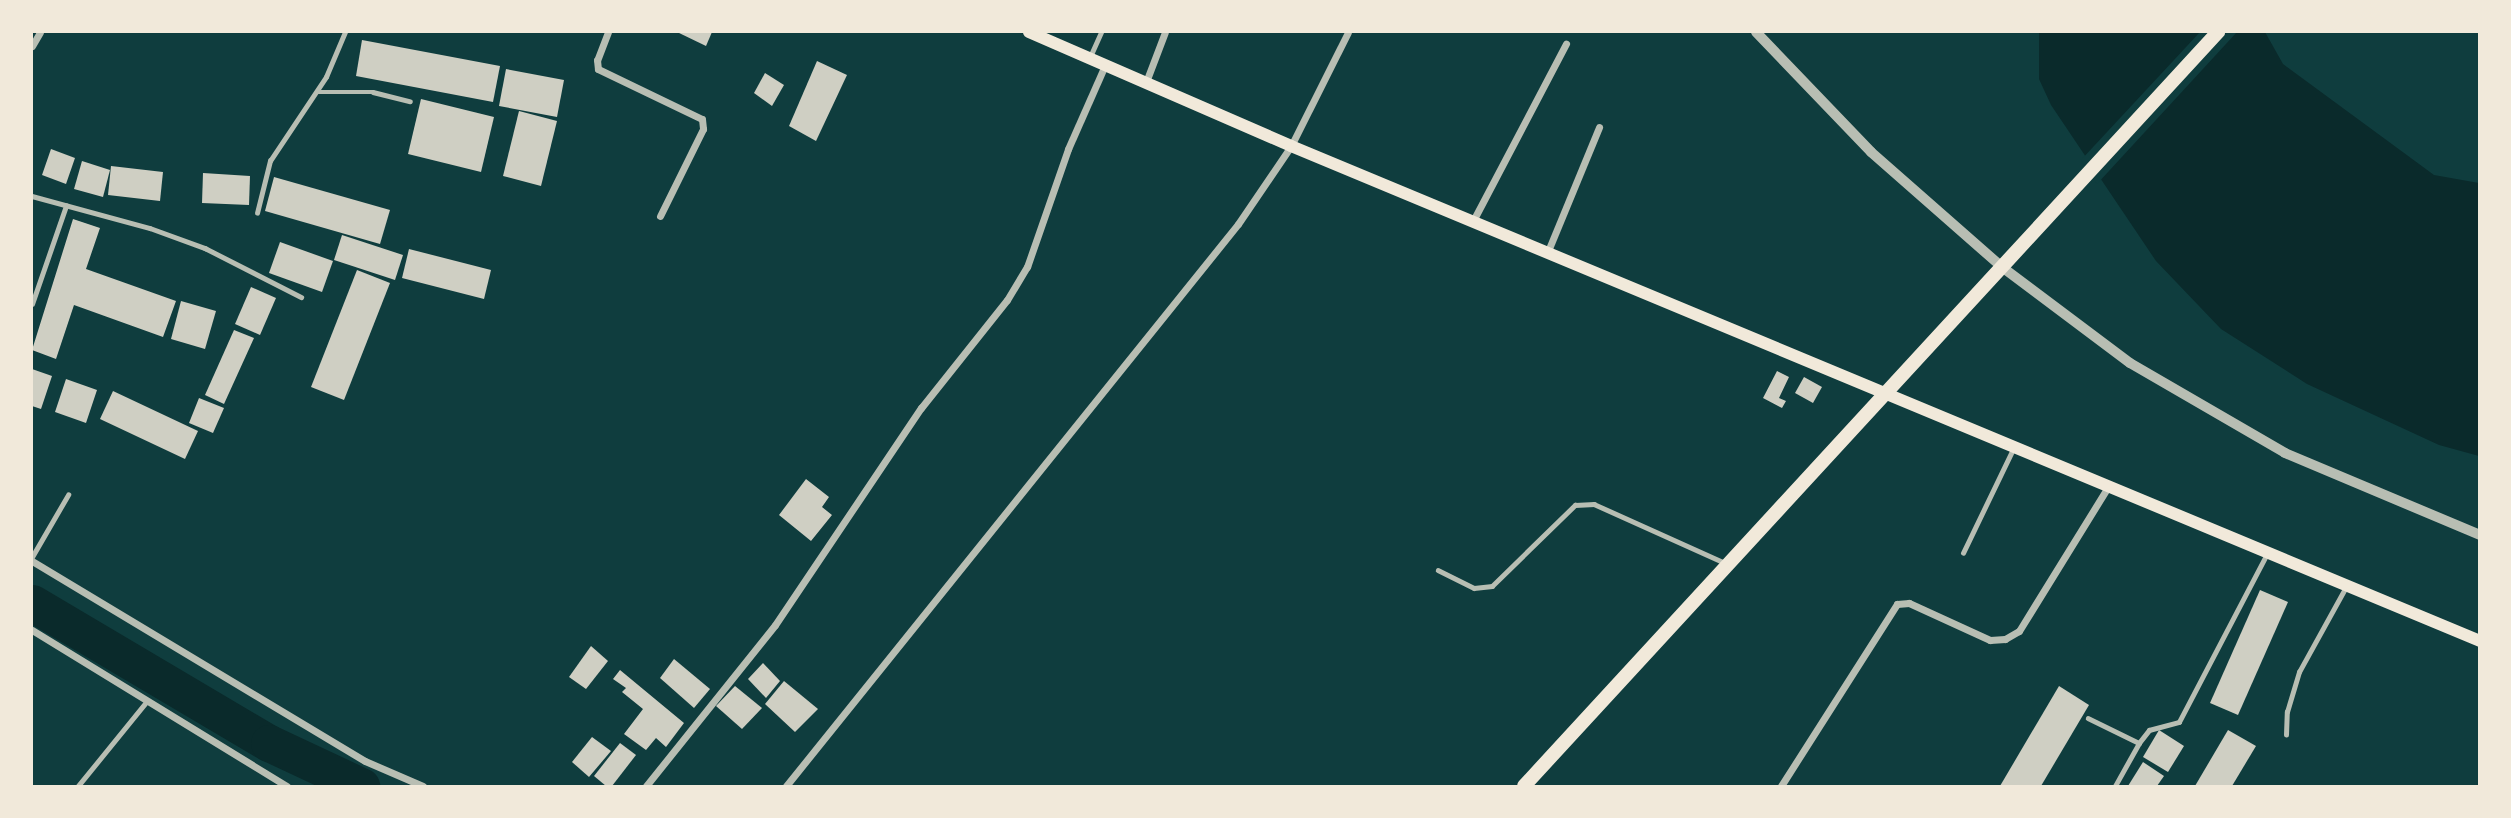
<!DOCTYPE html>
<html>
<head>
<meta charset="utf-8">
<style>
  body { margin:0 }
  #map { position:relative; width:2511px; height:818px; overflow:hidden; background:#0f3d3e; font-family:Arial,sans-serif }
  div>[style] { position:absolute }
  .water>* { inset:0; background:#0a2a2b }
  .pier>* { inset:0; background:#0f3d3e }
  .river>* { height:37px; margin:-18.5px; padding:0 18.5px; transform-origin:18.5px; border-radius:18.5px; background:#0a2a2b }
  .building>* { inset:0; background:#cfcfc3 }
  .service>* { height:4.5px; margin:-2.25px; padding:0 2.25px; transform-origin:2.25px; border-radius:2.25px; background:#b8beb3 }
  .minor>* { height:7px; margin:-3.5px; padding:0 3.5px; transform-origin:3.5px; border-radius:3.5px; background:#b8beb3 }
  .tertiary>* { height:10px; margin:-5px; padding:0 5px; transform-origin:5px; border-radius:5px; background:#b8beb3 }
  .secondary>* { height:12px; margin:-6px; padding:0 6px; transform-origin:6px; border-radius:6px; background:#f1e9da }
  .trunk>* { height:14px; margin:-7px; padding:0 7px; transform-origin:7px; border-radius:7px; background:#f1e9da }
  span { translate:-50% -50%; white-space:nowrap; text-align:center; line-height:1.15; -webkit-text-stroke:7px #f1e9da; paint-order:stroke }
  .frame { position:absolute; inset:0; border:33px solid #f1e9da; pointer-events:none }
</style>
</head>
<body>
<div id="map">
  <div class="water">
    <i style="clip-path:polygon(2039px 32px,2265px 32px,2283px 64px,2434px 175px,2479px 183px,2479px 456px,2439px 445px,2307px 384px,2221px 329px,2156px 261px,2051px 105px,2039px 79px)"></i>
  </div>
  <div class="pier">
    <i style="clip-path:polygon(2200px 32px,2237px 32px,2097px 184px,2081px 160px)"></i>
  </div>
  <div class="river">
    <i style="left:32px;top:603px;width:275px;rotate:30.6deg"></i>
    <i style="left:269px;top:743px;width:102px;rotate:25.1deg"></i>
  </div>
  <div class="building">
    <i style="clip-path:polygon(677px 32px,712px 32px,706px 46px)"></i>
    <i style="clip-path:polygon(362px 40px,500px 66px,493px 102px,356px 76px)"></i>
    <i style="clip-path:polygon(817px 61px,847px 75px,816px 141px,789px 126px)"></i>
    <i style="clip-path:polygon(506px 69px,564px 80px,557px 117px,499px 106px)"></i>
    <i style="clip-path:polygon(765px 73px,784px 85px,772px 106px,754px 93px)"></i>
    <i style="clip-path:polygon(421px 99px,494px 117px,481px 172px,408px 154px)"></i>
    <i style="clip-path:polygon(519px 111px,557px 121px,541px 186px,503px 176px)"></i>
    <i style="clip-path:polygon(51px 149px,75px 158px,66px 184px,42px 175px)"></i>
    <i style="clip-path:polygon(82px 161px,110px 170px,103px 197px,74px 189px)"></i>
    <i style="clip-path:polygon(111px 166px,163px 172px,160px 201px,108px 195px)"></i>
    <i style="clip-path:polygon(203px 173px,250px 176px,249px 205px,202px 203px)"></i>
    <i style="clip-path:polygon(274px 177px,390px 210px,380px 244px,265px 211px)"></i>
    <i style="clip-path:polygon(73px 219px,100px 228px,86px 269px,176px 301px,163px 337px,74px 305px,56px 359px,32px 350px)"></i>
    <i style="clip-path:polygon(342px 235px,403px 255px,395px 280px,334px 260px)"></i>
    <i style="clip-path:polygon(280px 242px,333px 261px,322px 292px,269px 273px)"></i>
    <i style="clip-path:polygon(409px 249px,491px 270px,484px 299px,402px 278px)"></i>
    <i style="clip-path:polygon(357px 270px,390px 283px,344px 400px,311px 387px)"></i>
    <i style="clip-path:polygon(251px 287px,276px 298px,260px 335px,235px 324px)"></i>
    <i style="clip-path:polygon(181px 301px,216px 311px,205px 349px,171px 339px)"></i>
    <i style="clip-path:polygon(234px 330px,254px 338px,224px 404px,205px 395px)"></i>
    <i style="clip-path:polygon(32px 369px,52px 376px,41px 409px,32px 406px)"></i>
    <i style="clip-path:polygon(1777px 371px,1789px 377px,1779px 398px,1786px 401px,1782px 408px,1763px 398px)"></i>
    <i style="clip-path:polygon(1804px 377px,1822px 387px,1813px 403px,1795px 393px)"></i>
    <i style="clip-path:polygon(66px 379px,97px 390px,86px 423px,55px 412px)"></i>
    <i style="clip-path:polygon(113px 391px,198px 431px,185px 459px,100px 419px)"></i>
    <i style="clip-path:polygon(199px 398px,224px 408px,213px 433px,189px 423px)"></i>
    <i style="clip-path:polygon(806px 479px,829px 497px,822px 507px,832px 515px,811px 541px,779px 515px)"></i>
    <i style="clip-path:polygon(2260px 590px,2288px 602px,2238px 715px,2210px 703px)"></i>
    <i style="clip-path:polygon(591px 646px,608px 661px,586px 689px,569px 677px)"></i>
    <i style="clip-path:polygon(674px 659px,710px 689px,694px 708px,660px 678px)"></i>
    <i style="clip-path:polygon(763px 663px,780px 681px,766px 698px,748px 679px)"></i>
    <i style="clip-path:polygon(620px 670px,684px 723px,666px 747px,656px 738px,646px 750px,624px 734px,643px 709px,622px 692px,626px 688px,613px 679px)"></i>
    <i style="clip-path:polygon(784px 681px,818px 709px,795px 732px,765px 704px)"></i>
    <i style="clip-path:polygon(735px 686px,762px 708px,742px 729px,716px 706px)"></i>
    <i style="clip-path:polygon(2059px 686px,2089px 705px,2041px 786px,2000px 786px)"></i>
    <i style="clip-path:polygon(2159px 730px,2184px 746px,2168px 772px,2143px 757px)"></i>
    <i style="clip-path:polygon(2228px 730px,2256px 746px,2232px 786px,2195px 786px)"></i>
    <i style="clip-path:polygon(592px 737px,611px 751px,589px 777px,572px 762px)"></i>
    <i style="clip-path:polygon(620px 743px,636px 755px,612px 786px,606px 786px,594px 776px)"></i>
    <i style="clip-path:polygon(2143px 762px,2164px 776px,2157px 786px,2128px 786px)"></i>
  </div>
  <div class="service">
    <i style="left:1090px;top:57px;width:27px;rotate:-66deg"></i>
    <i style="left:317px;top:92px;width:56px"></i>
    <i style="left:373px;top:92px;width:38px;rotate:14deg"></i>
    <i style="left:32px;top:196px;width:122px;rotate:15.2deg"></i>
    <i style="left:150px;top:228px;width:59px;rotate:20deg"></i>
    <i style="left:205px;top:248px;width:108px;rotate:27deg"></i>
    <i style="left:257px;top:213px;width:54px;rotate:-76deg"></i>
    <i style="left:270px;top:161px;width:101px;rotate:-56.3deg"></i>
    <i style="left:326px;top:77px;width:49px;rotate:-67.1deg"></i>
    <i style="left:32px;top:304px;width:104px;rotate:-70.9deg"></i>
    <i style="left:1963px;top:553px;width:118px;rotate:-64.3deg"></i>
    <i style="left:32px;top:557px;width:72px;rotate:-59.9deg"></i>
    <i style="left:1438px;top:570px;width:40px;rotate:26.6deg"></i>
    <i style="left:1474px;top:588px;width:18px;rotate:-6deg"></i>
    <i style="left:1492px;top:586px;width:116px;rotate:-44.3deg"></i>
    <i style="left:1575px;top:505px;width:19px;rotate:-3deg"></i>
    <i style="left:1594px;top:504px;width:144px;rotate:24.2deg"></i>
    <i style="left:2088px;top:718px;width:57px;rotate:26.1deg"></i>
    <i style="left:2139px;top:743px;width:16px;rotate:-52deg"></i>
    <i style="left:2149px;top:730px;width:31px;rotate:-15deg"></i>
    <i style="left:2179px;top:722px;width:190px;rotate:-62.4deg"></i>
    <i style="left:2286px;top:735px;width:23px;rotate:-88deg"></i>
    <i style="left:2287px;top:712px;width:42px;rotate:-73.3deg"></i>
    <i style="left:2299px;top:672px;width:97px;rotate:-61.1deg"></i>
    <i style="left:78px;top:786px;width:109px;rotate:-50.9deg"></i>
    <i style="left:2115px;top:786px;width:49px;rotate:-60.8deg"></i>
  </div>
  <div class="minor">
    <i style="left:608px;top:32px;width:30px;rotate:111deg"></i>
    <i style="left:597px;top:60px;width:9px;rotate:84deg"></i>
    <i style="left:598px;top:69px;width:115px;rotate:25.7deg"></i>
    <i style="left:702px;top:119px;width:10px;rotate:84deg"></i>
    <i style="left:703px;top:129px;width:97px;rotate:116.3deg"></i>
    <i style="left:32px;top:46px;width:16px;rotate:-60deg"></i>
    <i style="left:1146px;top:82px;width:53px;rotate:-69.2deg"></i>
    <i style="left:1474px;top:219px;width:198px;rotate:-62.3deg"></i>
    <i style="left:1548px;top:251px;width:134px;rotate:-67.6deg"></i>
    <i style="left:32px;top:561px;width:388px;rotate:31deg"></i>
    <i style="left:365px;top:761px;width:63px;rotate:23.3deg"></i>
    <i style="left:32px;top:630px;width:299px;rotate:31.5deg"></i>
    <i style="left:646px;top:786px;width:206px;rotate:-51.3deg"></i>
    <i style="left:775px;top:625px;width:262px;rotate:-56.1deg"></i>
    <i style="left:921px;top:408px;width:138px;rotate:-51.5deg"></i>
    <i style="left:1007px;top:300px;width:39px;rotate:-59deg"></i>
    <i style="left:1027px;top:267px;width:125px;rotate:-70.8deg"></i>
    <i style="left:1068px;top:149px;width:92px;rotate:-66.2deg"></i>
    <i style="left:786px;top:786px;width:721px;rotate:-51.19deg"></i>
    <i style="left:1238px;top:224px;width:94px;rotate:-55.8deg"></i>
    <i style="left:1291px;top:146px;width:127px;rotate:-63.4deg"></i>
    <i style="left:1781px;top:786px;width:216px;rotate:-57.5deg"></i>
    <i style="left:1897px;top:604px;width:12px;rotate:-5deg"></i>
    <i style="left:1909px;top:603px;width:89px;rotate:24.6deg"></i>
    <i style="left:1990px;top:640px;width:15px;rotate:-4deg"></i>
    <i style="left:2005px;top:639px;width:16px;rotate:-30deg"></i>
    <i style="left:2019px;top:631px;width:172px;rotate:-58.3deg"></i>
  </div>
  <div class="tertiary">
    <i style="left:1756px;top:32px;width:166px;rotate:46.2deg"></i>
    <i style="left:1871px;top:152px;width:174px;rotate:41.3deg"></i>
    <i style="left:2002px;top:267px;width:160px;rotate:36.9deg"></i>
    <i style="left:2130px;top:363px;width:179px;rotate:30.1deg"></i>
    <i style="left:2285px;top:453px;width:212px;rotate:22.8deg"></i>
  </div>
  <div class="secondary">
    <i style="left:1029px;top:32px;width:286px;rotate:23.5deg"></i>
    <i style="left:1291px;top:146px;width:1288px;rotate:22.6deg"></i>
  </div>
  <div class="trunk">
    <i style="left:1524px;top:786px;width:1025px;rotate:-47.37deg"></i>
  </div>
  <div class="frame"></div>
</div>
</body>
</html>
--- --- ---
What the exercise asks. Please output the listing above exactly from its first line through the line with "position:relative; width:2511px; height:818px;", both included, and nothing beyond that line. Omit pictures.

Solution.
<!DOCTYPE html>
<html>
<head>
<meta charset="utf-8">
<style>
  body { margin:0 }
  #map { position:relative; width:2511px; height:818px; overflow:hidden; background:#0f3d3e; font-family:Arial,sans-serif }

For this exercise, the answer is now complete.